I firmly believe that a time traveling debugger is worth more than a boatload of language features (especially since most such boatloads have negative value anyway).  

When I first saw Bil Lewis’ Omniscient Debugger, I tried to convince my management to invest in this area. Needless to say, I got nowhere.  

The overall view is that a program is a model of some real or imagined world that is dynamic and evolving. We should be able to experiment on that model and observe and interact with any part of it. One should be able to query the model’s entire history, searching for events and situations that occurred in the past - and then travel back to the time they occurred - or to a time prior to the occurrence, so we can preempt the event and change history at will.

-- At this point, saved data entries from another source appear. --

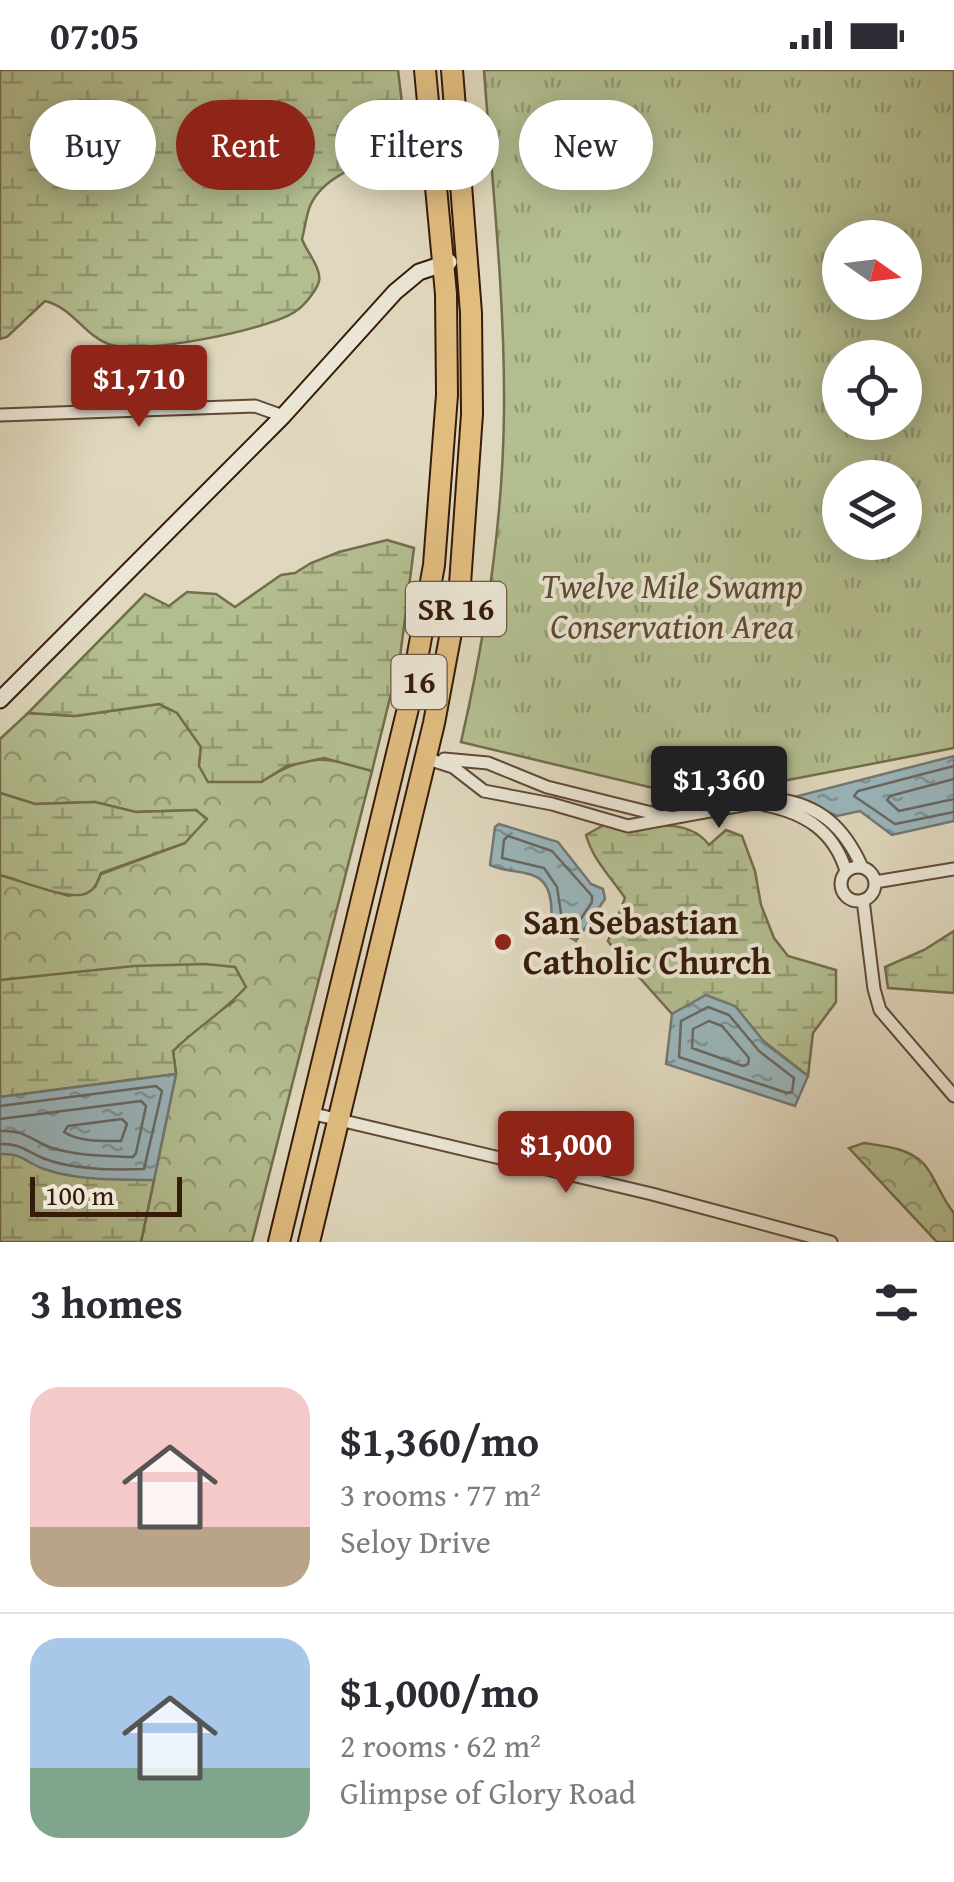 <!DOCTYPE html>
<html lang="en">
<head>
<meta charset="utf-8">
<style>
	:root { --surface:#fff; --page:#f2f2f3; --text:#2b2b33; --muted:#7c7c81; --line:#e1e1e2; --accent:#8f2418 }
	body { margin:0; font-family:"Gentium Book Plus",serif; background:var(--page); color:var(--text); height:100vh; display:flex; flex-direction:column; font-size:38px; white-space:nowrap }
	* { box-sizing:border-box; margin:0 }
	p { font-size:32px; color:var(--muted) }
	.icon { flex:none; width:55px; height:55px; fill:none; stroke:currentColor; stroke-width:2; stroke-linecap:round; stroke-linejoin:round }
	.map { position:relative; height:1172px; overflow:hidden }
	.drawer { display:flex; flex-direction:column; background:var(--surface); flex:1 }
	.drawer>* { flex:none }
	.banner { position:absolute; left:30px; top:30px; width:895px; height:90px; display:flex; gap:20px }
	.needle { width:65px; rotate:104deg }
	.controls { position:absolute; left:822px; top:150px; display:grid; gap:20px }
	.controls a { display:grid; place-items:center; width:100px; height:100px; border-radius:50%; background:var(--surface); box-shadow:0 5px 25px #0003; font-size:50px }
	.scale { position:absolute; left:30px; bottom:25px; width:152px; box-sizing:border-box; padding-left:10px; border:5px solid #361b09; border-top:0; font-size:28px; line-height:35px; white-space:nowrap; color:#361b09; -webkit-text-stroke:8px #ebe6d5; paint-order:stroke }
	.price { position:absolute; translate:-50% -85px; padding:0 22px; border-radius:10px; background:var(--accent); color:#fff; font-size:32px; line-height:65px; filter:drop-shadow(0 2px 5px #0008) }
	.price::after { content:''; position:absolute; left:50%; top:60px; width:30px; height:22px; margin-left:-15px; background:inherit; clip-path:polygon(0 0,100% 0,50% 100%) }
	.price.active { background:#222; color:#fff }
	ul { padding:0; list-style:none }
	li { display:flex; align-items:center; gap:30px; height:250px; padding:0 30px }
	li+li { border-top:2px solid var(--line) }
	li span { display:grid; place-items:center; flex:none; width:280px; height:200px; border-radius:30px; color:#555 }
	li>.icon { margin-inline-start:auto }
	span .icon { width:120px; height:120px; fill:#fffc; stroke-width:1 }
	li b { font-size:42px }
	h2 { display:flex; justify-content:space-between; align-items:center; height:120px; padding:0 30px; font-size:42px }
	.tag { padding:0 35px; border-radius:45px; background:var(--surface); box-shadow:0 5px 25px #0003; font-size:35px; line-height:90px }
	.tag.active { background:var(--accent); color:#fff }
	.status { display:flex; justify-content:space-between; align-items:center; height:70px; padding:0 50px; background:var(--surface); direction:ltr }
	.status svg { height:28px; fill:currentColor }
	.map>svg:first-child { display:block }
</style>
</head>
<body>
<div class="status"><b>07:05</b><svg viewBox="0 0 49 12"><path d="M0 12V9h3v3zM5 12V6h3v6zM10 12V3h3v9zM15 12V0h3v12zM26 1h20v11H26zM47 4h2v5h-2z"/></svg></div>
<div class="map">
<svg width="954" height="1172" viewBox="0 0 954 1172">
	<defs>
		<pattern id="forest-crowns" width="20" height="18" patternUnits="userSpaceOnUse" patternTransform="scale(2.5)"><rect width="20" height="18" fill="#b3be90"/><path d="M2 6a3 3 0 1 1 6 0M12 15a3 3 0 1 1 6 0" fill="none" stroke="#929a74"/></pattern>
		<pattern id="wetland-marsh" width="20" height="14" patternUnits="userSpaceOnUse" patternTransform="scale(2.5)"><rect width="20" height="14" fill="#b3be90"/><path d="M1 5h8M5 5V1M11 12h8M15 12V8" fill="none" stroke="#929a74"/></pattern>
		<pattern id="park-tufts" width="24" height="20" patternUnits="userSpaceOnUse" patternTransform="scale(2.5)"><rect width="24" height="20" fill="#b3be90"/><path d="M3 7l-1-3M5 7V3M7 7l1-3M15 17l-1-3M17 17v-4M19 17l1-3" fill="none" stroke="#929a74"/></pattern>
		<pattern id="water-ripples" width="26" height="14" patternUnits="userSpaceOnUse" patternTransform="scale(2.5)"><rect width="26" height="14" fill="#9ab6bd"/><path d="M2 4q2-2 4 0t4 0M15 11q2-2 4 0t4 0" fill="none" stroke="#7e9398"/></pattern>
	</defs>
	<rect width="100%" height="100%" fill="#e0d8be"/>
	<filter id="stains"><feTurbulence type="fractalNoise" baseFrequency=".002" numOctaves="4"/><feColorMatrix values="0 0 0 0 .2 0 0 0 0 .09 0 0 0 0 .02 0 0 0 .5 -.17"/></filter>
	<radialGradient id="worn" r=".72"><stop offset=".6" stop-color="#630" stop-opacity="0"/><stop offset="1" stop-color="#630" stop-opacity=".3"/></radialGradient>
	<path fill="url(#forest-crowns)" stroke="#746c4c" stroke-width="2.5" d="M159,634l18,8 24,35 -2,19 62,16c45,-28 61,-27 111,-11l-120,471h-111l35,-168 -3,-23 29,-28 31,-21 -233,-22v-105l69,21 26,-9 6,-13 84,-31 11,-33 -61,2 -40,-10 -60,2 -35,-11v-54l28,-26 47,3z
		M864,1073c20,3 45,5 60,21 12,14 17,34 30,49v29h-17l-88,-94z"/>
	<path fill="url(#wetland-marsh)" stroke="#746c4c" stroke-width="2.5" d="M0,0h398l10,83c-33,5 -83,19 -98,53 -4,10 -5,22 -8,33 4,12 20,30 17,42 -2,9 -15,25 -23,30 -26,19 -158,45 -188,33 -25,-10 -35,-36 -63,-43l-38,36 -7,2z
		M387,470l27,8 -14,109 -28,114 -48,-13 -37,8 -26,16h-53l-9,-16 2,-19 -24,-34 -18,-9 -84,12 -47,-3 117,-119 24,12 18,-14 29,2 19,13 46,-32 14,-2 16,-10 28,-11z
		M0,723l35,11 60,-2 41,10 60,-2 11,9 -22,24 -84,30c-4,9 -5,16 -14,20 -16,9 -67,-13 -87,-18z
		M611,751l25,10c24,-9 57,-8 73,14l17,-15 16,6 13,35 6,34 13,33 14,18 48,14v32l-23,31 -5,43 -102,-80 -34,18 -59,-66 -5,-7 17,-43c-15,-22 -32,-38 -39,-63z
		M954,861v62l-66,-5 -3,-21 39,-17z
		M205,894l30,3 11,20c-21,24 -50,41 -73,64l3,23 -176,23v-117l134,-14z
		M16,1083c46,27 86,25 138,27l-13,62h-141v-88z"/>
	<path fill="url(#park-tufts)" stroke="#746c4c" stroke-width="2.5" fill-rule="evenodd" d="M484,0h470v678l-259,50 -234,-56c25,-109 42,-219 43,-331 1,-114 -12,-228 -20,-341zM840,168h65v64h-65zM840,288h65v64h-65zM840,408h65v64h-65z"/>
	<path fill="url(#water-ripples)" stroke="#727875" stroke-width="2.5" d="M954,686v65l-62,14 -32,-24 -23,5 -43,-19z
		M499,754l59,18 33,42 12,5 2,10 -29,42 -23,-14c-2,-8 -1,-15 -2,-24 -4,-39 -35,-26 -61,-38l5,-38z
		M706,925l29,11 31,38 42,32 -13,30 -129,-42 6,-50z
		M176,1004l-22,106c-36,-1 -76,1 -110,-11 -19,-7 -22,-16 -44,-15v-57z"/>
	<g fill="none" stroke-linecap="round" stroke-linejoin="round">
		<path stroke="#686863" stroke-width="2.5" d="M954,696l-96,25 -4,5 41,28 59,-12
			M954,709l-64,17 -3,4 12,11 55,-12
			M508,766l44,15 40,45v6l-16,24h-5l-9,-6 -5,-33 -13,-19 -42,-10 2,-18z
			M708,937l21,8 30,36 35,27 -2,14 -5,1 -108,-36 2,-36z
			M709,951l13,5 27,32 -1,6 -5,2 -51,-18 1,-19z
			M0,1036l156,-20 6,5 -18,78c-31,1 -69,1 -99,-10 -18,-7 -24,-16 -45,-15
			M0,1049l141,-18 5,5 -10,47 -3,4c-27,-1 -55,-1 -81,-9 -22,-8 -26,-18 -52,-17
			M122,1049l5,5 -6,17c-19,0 -42,1 -57,-9l4,-6z"/>
		<g stroke="#604a36" stroke-width="15">
			<path id="street" d="M0,345l255,-9 28,10
				M425,688l28,9 31,24 68,13 76,22 148,-27c44,6 68,28 86,68
				M444,689l44,4 59,24 125,31
				M765,735c40,8 69,26 81,66
				M841 814a17 17 0 1 1 34 0a17 17 0 1 1-34 0Z
				M875,812l79,-13
				M863,830l11,89 6,21 74,86
				M310,1043l342,81 179,48"/>
		</g>
		<g stroke="#361b09" stroke-width="19">
			<path id="secondary" d="M0,630l283,-284 112,-124 24,-20 30,-10"/>
		</g>
		<g stroke="#361b09" stroke-width="24">
			<path id="highway" d="M279,1172l130,-538 25,-139 13,-170 -1,-101 -21,-224
				M309,1172l125,-519 26,-139 12,-170 -1,-101 -19,-243"/>
		</g>
		<use href="#street" stroke="#ebe6d5" stroke-width="11"/>
		<use href="#secondary" stroke="#ebe6d5" stroke-width="15"/>
		<use href="#highway" stroke="#e0bc7f" stroke-width="20"/>
	</g>
	<circle fill="#8f2418" stroke="#ebe6d5" stroke-width="4" cx="503" cy="872" r="10"/>
	<g text-anchor="middle" stroke-width="8" stroke-linejoin="round" paint-order="stroke">
		<g fill="#ebe6d5" stroke="#6c5846" stroke-width="2.5">
			<rect x="406" y="512" width="100" height="54" rx="8"/>
			<rect x="391.5" y="585" width="55" height="54" rx="8"/>
		</g>
		<g font-size="32" font-weight="bold" fill="#361b09">
			<text x="456" y="550">SR 16</text>
			<text x="419" y="623">16</text>
		</g>
		<g font-size="35" font-style="italic" fill="#5c4c32" stroke="#ebe6d5">
			<text x="672" y="528">Twelve Mile Swamp<tspan x="672" dy="40">Conservation Area</tspan></text>
		</g>
		<g font-size="35" font-weight="bold" fill="#361b09" stroke="#ebe6d5" text-anchor="start">
			<text x="523" y="864">San Sebastian<tspan x="523" dy="40">Catholic Church</tspan></text>
		</g>
	</g>
	<rect width="100%" height="100%" filter="url(#stains)"/>
	<rect width="100%" height="100%" fill="url(#worn)"/>
</svg>
<div class="controls">
<a><svg class="needle" viewBox="-14 -14 28 28"><path d="M0-13l5 13h-10z" fill="#e53935"/><path d="M0 13l5-13h-10z" fill="#7c7c81"/></svg></a>
<a><svg class="icon" aria-label="locate" viewBox="0 0 24 24"><circle cx="12" cy="12" r="6"/><path d="M12 2v4M12 18v4M2 12h4M18 12h4"/></svg></a>
<a><svg class="icon" aria-label="layers" viewBox="0 0 24 24"><path d="M12 4l9 5-9 5-9-5zM3 14l9 5 9-5"/></svg></a>
</div>
<div class="scale">100 m</div>
<b class="price" style="left:139px;top:360px">$1,710</b>
<b class="price active" style="left:719px;top:761px">$1,360</b>
<b class="price" style="left:566px;top:1126px">$1,000</b>
<div class="banner">
<a class="tag">Buy</a>
<a class="tag active">Rent</a>
<a class="tag">Filters</a>
<a class="tag">New</a>
</div>
</div>
<section class="drawer">
<h2>3 homes<svg class="icon" aria-label="filters" viewBox="0 0 24 24"><path d="M4 7h16M4 17h16"/><circle cx="9" cy="7" r="2"/><circle cx="15" cy="17" r="2"/></svg></h2>
<ul>
<li><span style="background:linear-gradient(#f6c9c9 70%,#b9a48a 0)"><svg class="icon" aria-label="home" viewBox="0 0 24 24"><path d="M3 11l9-7 9 7M6 9v11h12V9"/></svg></span><div><b>$1,360/mo</b><p>3 rooms · 77 m²</p><p>Seloy Drive</p></div></li>
<li><span style="background:linear-gradient(#a9c7e8 65%,#7fa58c 0)"><svg class="icon" aria-label="home" viewBox="0 0 24 24"><path d="M3 11l9-7 9 7M6 9v11h12V9"/></svg></span><div><b>$1,000/mo</b><p>2 rooms · 62 m²</p><p>Glimpse of Glory Road</p></div></li>
</ul>
</section>
</body>
</html>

The query technology enabled by a back-in-time debugger could also help make the graphical demos a reality. You ask where in my code did I indirectly call the invocation that  wrote a given pixel. It’s a complex query, but fundamentally similar to asking when did a variable acquire a given value.

There is a modest amount of work in this area, some of it academic, some commercial (forgive me for not citing it all here), but it hasn’t really taken off. It is challenging, because programs generate enormous amounts of transient data, and recording it all is expensive. This gives a new interpretation to the phrase Big Data. Data is however central to much of what we do, and data about programs should not be the exception. 

A related theme is correlating data with code by associating actual values with program variables.  One simple example of the advantage of having values associated with variables is that we can do name completion without recourse to static type information. We get the connection between variables and their values in tools like workspaces, REPLs, object inspectors and (again!)  debuggers, but not when viewing program text in ordinary editors or even in class browsers.  

In Newspeak and Smalltalk, developers sometimes build up a program from an initial sketch using the debugger, precisely because while debugging they can see live data and design their code with that concrete information in mind. You’ll find an example of this sort of thing starting around 19:10 in Victor’s talk, where an error is detected as the code is being written based on runtime values.

The Self environment shows one way of achieving this integration of live data with code. Prototype based languages have a bit of an advantage here because code is tied to actual objects - but once we are dealing with methods that take parameters we are back to dealing with abstractions just like class or function based languages.  

You might even be tempted to say that Javascript, being a prototype based language, is a modern incarnation of Self. Please don’t drink and drive; at best this is a cautionary tale on the theme “be careful what you wish for”.

We need a process that makes it easier to go from initial sketches to stable production code. We’d like start from workspaces and being able to smoothly migrate to classes and unit tests. This is in line with the philosophy expressed in this paper for example.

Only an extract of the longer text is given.